Cities play host to humanity’s hopes and dreams and yet conversely its despairs. They are emblems of social development, but tax our natural surroundings to breaking point. Perhaps the paintings contain both elements of this darkness and foreboding while simultaneously capturing their beauty and achievement. What truly is their nature if it is not a reflection of humanity itself? By setting her keen eye on a fresh set of sites, the artist moves above street level to where the true structure of a city begins to reveal itself, with arterial roads and synaptic lights. These places, which forever change as lives pass through them, are presented in their natural motion. Flat abstract shapes, through the selective inclusion of detail, build up breathtaking scenes that are familiar yet uncomfortably new.

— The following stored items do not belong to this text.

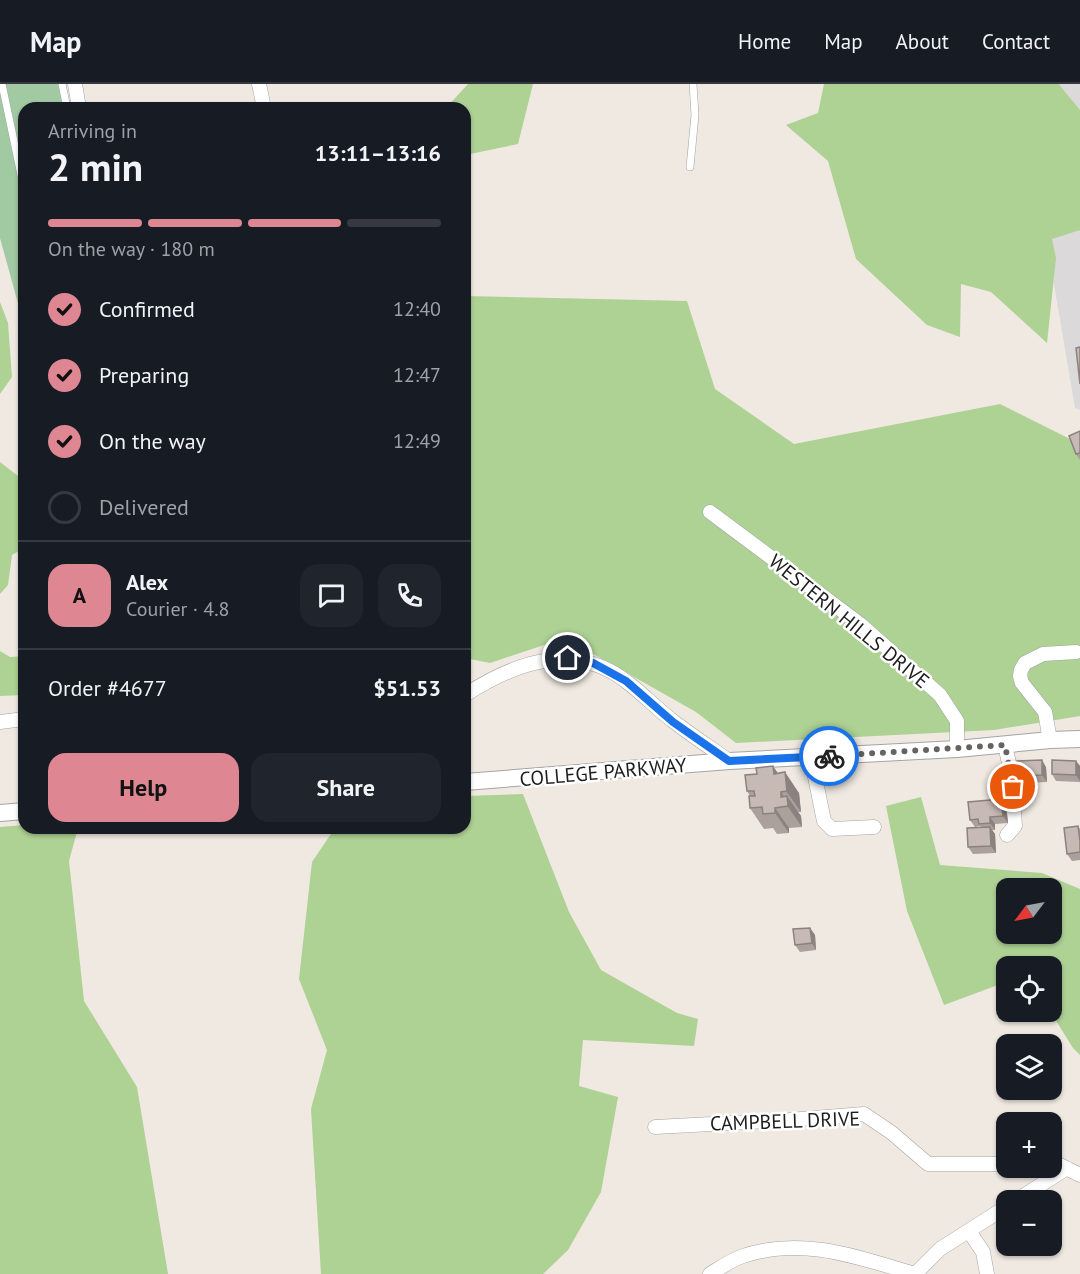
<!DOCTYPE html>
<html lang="en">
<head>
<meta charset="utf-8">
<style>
  :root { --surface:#171b24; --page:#20242c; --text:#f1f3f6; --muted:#9ea1a6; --line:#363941; --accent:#df8693 }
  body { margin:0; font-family:"PT Sans",sans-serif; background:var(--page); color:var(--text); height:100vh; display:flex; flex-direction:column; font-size:22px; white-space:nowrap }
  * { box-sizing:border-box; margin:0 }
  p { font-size:20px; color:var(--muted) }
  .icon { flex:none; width:33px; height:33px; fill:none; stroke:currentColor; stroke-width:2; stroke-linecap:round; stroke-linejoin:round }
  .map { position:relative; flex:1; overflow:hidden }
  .drawer { position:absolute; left:18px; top:18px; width:453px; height:732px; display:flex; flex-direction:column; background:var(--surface); border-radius:18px; box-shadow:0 2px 4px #0004 }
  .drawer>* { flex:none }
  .needle { width:39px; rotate:238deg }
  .controls { position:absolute; left:996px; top:794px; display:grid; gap:12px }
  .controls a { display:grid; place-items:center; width:66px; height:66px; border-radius:12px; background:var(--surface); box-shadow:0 2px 4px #0004; font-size:30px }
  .pin { position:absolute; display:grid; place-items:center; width:51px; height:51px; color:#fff; margin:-26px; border:3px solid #fff; border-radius:50%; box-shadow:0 2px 6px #0007 }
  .courier { position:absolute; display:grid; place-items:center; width:60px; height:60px; margin:-30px; border:4px solid #1a73e8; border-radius:50%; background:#fff; color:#222; box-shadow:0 2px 8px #0007 }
  .summary em { font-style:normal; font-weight:800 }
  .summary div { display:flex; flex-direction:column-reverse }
  .summary { display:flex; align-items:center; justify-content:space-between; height:102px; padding:0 30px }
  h1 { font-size:39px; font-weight:800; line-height:45px }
  .bar { display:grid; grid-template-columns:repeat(4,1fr); gap:9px 6px; align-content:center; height:72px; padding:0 30px }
  .bar i { height:8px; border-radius:4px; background:var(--line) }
  .bar .active { background:var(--accent) }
  .bar p { grid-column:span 4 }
  .line { display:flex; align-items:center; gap:15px; padding:0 30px; border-top:2px solid var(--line) }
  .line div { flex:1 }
  .round { display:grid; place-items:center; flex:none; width:63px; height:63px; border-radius:18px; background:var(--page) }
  ol { padding:0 30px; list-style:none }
  li { display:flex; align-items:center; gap:18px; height:66px }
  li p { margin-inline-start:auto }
  li .icon { padding:6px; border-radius:50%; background:var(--accent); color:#111; stroke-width:4 }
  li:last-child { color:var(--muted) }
  li i { width:33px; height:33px; border:3px solid var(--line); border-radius:50% }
  .cta { display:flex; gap:12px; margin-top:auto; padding:12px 30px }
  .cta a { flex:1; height:69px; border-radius:18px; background:var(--accent); color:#111; font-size:24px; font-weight:800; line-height:69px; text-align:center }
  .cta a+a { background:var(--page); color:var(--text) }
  header { display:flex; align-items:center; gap:36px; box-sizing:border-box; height:84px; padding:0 30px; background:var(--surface); border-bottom:2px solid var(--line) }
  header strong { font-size:28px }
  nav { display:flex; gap:33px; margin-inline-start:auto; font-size:21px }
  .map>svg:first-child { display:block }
</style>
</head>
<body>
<header>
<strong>Map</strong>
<nav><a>Home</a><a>Map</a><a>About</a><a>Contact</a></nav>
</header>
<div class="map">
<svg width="1080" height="1190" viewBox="0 0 1080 1190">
  <rect width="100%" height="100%" fill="#efe9e1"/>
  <path fill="#dbd9da" d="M 1020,0 L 1080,0 L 1080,326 L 1075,324 Z"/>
  <path fill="#aed194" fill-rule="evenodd" d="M 468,0 L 533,0 L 518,60 L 465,71 L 465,24 L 446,24 Z
    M 824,0 L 1059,0 L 1061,3 L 1080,26 L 1080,146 L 1052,155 L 1056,174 L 1047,259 L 991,208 L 961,200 L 960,253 L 927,241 L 856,175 L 828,77 L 786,41 L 818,29 Z
    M 465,212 L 687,217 L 715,305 L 794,360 L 1000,320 L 1080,360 L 1080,632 L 994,646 L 736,659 L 696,628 L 565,554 L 490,579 L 465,574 Z
    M 0,218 L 8,239 L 12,293 L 0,310 Z
    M 0,378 L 18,392 L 24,388 L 24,464 L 12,471 L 8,501 L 0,510 Z
    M 0,567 L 10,573 L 24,572 L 24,611 L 0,612 Z
    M 523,710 L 569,828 L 601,886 L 677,929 L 698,935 L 694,962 L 583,956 L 579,1002 L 618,1013 L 601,1108 L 568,1166 L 543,1190 L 321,1190 L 311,1025 L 327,966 L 299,895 L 312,778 L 335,744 L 465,744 L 465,712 Z
    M 921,713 L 940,781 L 1042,789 L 1080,805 L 1080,971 L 1073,964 L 1050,927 L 1052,882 L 1006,882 L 1006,898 L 944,921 L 907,827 L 886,722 ZM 1006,804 L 1052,804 L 1052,849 L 1006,849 Z
    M 24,741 L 24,744 L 78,744 L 69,777 L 84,917 L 137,1003 L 168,1190 L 0,1190 L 0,743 Z"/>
  <path fill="#a1c9a2" d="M 0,0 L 66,0 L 69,24 L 24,24 L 24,241 L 0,154 Z"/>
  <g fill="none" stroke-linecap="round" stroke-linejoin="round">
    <defs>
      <path id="service" d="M 2,0 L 24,105
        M 62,0 L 67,24
        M 690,83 L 695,31 L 693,0"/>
      <path id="minor" d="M 75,0 L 79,24
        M 259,0 L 264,24
        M 710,428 L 860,540 L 940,611 L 957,637 L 957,665
        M 465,611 C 516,578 574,557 627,598 C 643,610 657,625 673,637 C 691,651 711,664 729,677
        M 0,638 L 24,635
        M 1050,656 L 1045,628 L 1022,599 L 1020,592 L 1021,586 L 1025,579 L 1043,570 L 1076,568
        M 1005,661 L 1011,688 L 1015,742 L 1007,751
        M 811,673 L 824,737 L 832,745 L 874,743
        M 655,1043 L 789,1036 L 864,1030 L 892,1049 L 928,1080 L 1006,1080
        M 1052,1077 L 1080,1091
        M 1017,1116 L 1067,1084
        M 969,1147 L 983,1168 L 987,1190
        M 710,1190 C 720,1184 731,1176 743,1172 C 803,1152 857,1173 915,1190
        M 915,1190 L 940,1165 L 1006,1123"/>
      <path id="tertiary" d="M 465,698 L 729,677 L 957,665 L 1050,656 L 1080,655
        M 0,729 L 24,727"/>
    </defs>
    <use href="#service" stroke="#a4a4a4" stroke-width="8"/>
    <use href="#minor" stroke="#a4a4a4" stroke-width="15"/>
    <use href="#tertiary" stroke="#a4a4a4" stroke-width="18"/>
    <use href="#service" stroke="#fff" stroke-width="7"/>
    <use href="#minor" stroke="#fff" stroke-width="14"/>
    <use href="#tertiary" stroke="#fff" stroke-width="16"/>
  </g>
  <path fill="#aba09c" d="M 1080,347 L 1080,376 L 1076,370 Z
    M 1076,677 L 1080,682 L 1080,698 L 1056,697 L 1052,690 Z
    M 1046,683 L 1047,698 L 1023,699 L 1018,692 Z
    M 778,689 L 799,709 L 801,728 L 798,728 L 801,732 L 802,743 L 789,744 L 789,749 L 777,750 L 773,744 L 764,745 L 750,724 L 750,712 L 747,707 Z
    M 1006,722 L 1008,739 L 995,740 L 995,746 L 992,746 L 995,750 L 996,769 L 973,770 L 968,763 L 981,743 L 980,742 L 975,743 L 970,736 Z
    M 1078,742 L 1080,745 L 1080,776 L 1072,777 L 1067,770 Z
    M 810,844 L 815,851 L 816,866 L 800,868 L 795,861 Z"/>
  <path fill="#8b827f" d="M 1042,676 L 1046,683 L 1047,698 L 1042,691 Z
    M 1076,677 L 1080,682 L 1080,697 L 1076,691 Z
    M 773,682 L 786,701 L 785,688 L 799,709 L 801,728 L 774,690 Z
    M 781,708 L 787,717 L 787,712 L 801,732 L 802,743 L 781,713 Z
    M 1001,715 L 1006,722 L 1008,739 L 1003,732 Z
    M 775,724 L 789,744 L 789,749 L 775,729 Z
    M 990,733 L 995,740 L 995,746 L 990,739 Z
    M 990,743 L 995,750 L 996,769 L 991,762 Z
    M 810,844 L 815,851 L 816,866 L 812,859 Z"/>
  <path fill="#c7bab5" stroke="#8b827f" stroke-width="1.5" d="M 1080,263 L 1080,300 L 1076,264 Z
    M 1080,347 L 1080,369 L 1076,370 L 1069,352 Z
    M 1042,676 L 1042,691 L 1018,692 L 1017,677 Z
    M 1052,676 L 1076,677 L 1076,691 L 1052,690 Z
    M 773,682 L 774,690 L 785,688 L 787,707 L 781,708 L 781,713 L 787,712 L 788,722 L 775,724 L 775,729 L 763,730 L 762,723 L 750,724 L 749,712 L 755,712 L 754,707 L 747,707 L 745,691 L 757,690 L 756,684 Z
    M 1001,715 L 1003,732 L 990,733 L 990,739 L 979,740 L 978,735 L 970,736 L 968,718 Z
    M 1078,742 L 1080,757 L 1080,768 L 1067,770 L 1064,744 Z
    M 990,743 L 991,762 L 968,763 L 967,744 Z
    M 810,844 L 812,859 L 795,861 L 793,845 Z"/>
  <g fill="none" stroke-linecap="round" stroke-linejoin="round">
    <path stroke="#666462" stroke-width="6" stroke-dasharray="0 10.8" d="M 829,672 L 1005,661 L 1013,703"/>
    <path stroke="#1a73e8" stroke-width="8" d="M 568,574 L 593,579 L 626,597 L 673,638 L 729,677 L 829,672"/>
  </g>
  <g text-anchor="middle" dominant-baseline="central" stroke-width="5" stroke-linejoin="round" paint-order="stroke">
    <g font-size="20" fill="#1d1d1d" stroke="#fff">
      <text transform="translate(849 537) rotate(39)">WESTERN HILLS DRIVE</text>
      <text transform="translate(603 688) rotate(-5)">COLLEGE PARKWAY</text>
      <text transform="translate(785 1037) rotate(-2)">CAMPBELL DRIVE</text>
    </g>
  </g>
</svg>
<div class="controls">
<a><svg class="needle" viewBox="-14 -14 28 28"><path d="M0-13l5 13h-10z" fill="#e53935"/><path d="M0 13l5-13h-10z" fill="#9ea1a6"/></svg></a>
<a><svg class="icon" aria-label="locate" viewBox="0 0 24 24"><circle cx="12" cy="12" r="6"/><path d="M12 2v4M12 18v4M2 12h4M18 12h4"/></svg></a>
<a><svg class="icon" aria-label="layers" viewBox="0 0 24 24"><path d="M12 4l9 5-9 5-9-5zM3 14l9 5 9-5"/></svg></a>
<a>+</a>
<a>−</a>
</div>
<div class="pin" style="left:1013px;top:703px;background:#ea580c"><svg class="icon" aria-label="bag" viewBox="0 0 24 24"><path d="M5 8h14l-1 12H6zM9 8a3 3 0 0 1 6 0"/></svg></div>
<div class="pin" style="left:568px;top:574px;background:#1f2937"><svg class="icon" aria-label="home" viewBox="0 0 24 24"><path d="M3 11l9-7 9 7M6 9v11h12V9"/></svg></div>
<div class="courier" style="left:829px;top:672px"><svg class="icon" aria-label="bike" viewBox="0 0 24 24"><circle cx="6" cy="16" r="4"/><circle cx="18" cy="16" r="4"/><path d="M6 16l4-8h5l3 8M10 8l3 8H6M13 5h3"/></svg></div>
<section class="drawer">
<div class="summary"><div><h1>2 min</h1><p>Arriving in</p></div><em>13:11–13:16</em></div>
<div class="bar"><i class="active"></i><i class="active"></i><i class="active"></i><i></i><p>On the way · 180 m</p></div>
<ol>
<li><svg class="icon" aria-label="check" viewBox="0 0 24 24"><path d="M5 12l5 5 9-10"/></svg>Confirmed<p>12:40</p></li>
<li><svg class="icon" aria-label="check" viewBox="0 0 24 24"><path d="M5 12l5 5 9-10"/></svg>Preparing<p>12:47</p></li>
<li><svg class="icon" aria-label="check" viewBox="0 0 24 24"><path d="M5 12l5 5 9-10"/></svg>On the way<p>12:49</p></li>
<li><i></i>Delivered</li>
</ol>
<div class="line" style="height:108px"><b class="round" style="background:var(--accent);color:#111">A</b><div><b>Alex</b><p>Courier · 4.8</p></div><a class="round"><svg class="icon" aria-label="chat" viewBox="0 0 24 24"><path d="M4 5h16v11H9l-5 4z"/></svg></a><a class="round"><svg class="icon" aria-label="phone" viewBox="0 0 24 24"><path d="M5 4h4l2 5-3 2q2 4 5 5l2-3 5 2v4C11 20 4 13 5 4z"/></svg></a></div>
<div class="line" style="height:78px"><div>Order #4677</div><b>$51.53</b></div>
<div class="cta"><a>Help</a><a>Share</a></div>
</section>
</div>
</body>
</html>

The Arc de Triomphe, set against its surroundings becomes suddenly diminutive in scale. Has it lost its relevance or does it still carry the identity of a Nation? The iconic Chrysler building stands tall in the foreground, its beauty contrasting with the monotonous skyscrapers around it. Tower Bridge, reduced almost to a silhouette, is still unmistakable, and St Paul’s illuminates the night like a beacon.
What is it about these cities and architectural icons that have lodged themselves so concretely into the landscape of our psyche? Dubnyckyj confronts this question and focuses our attention in this poignant body of new paintings.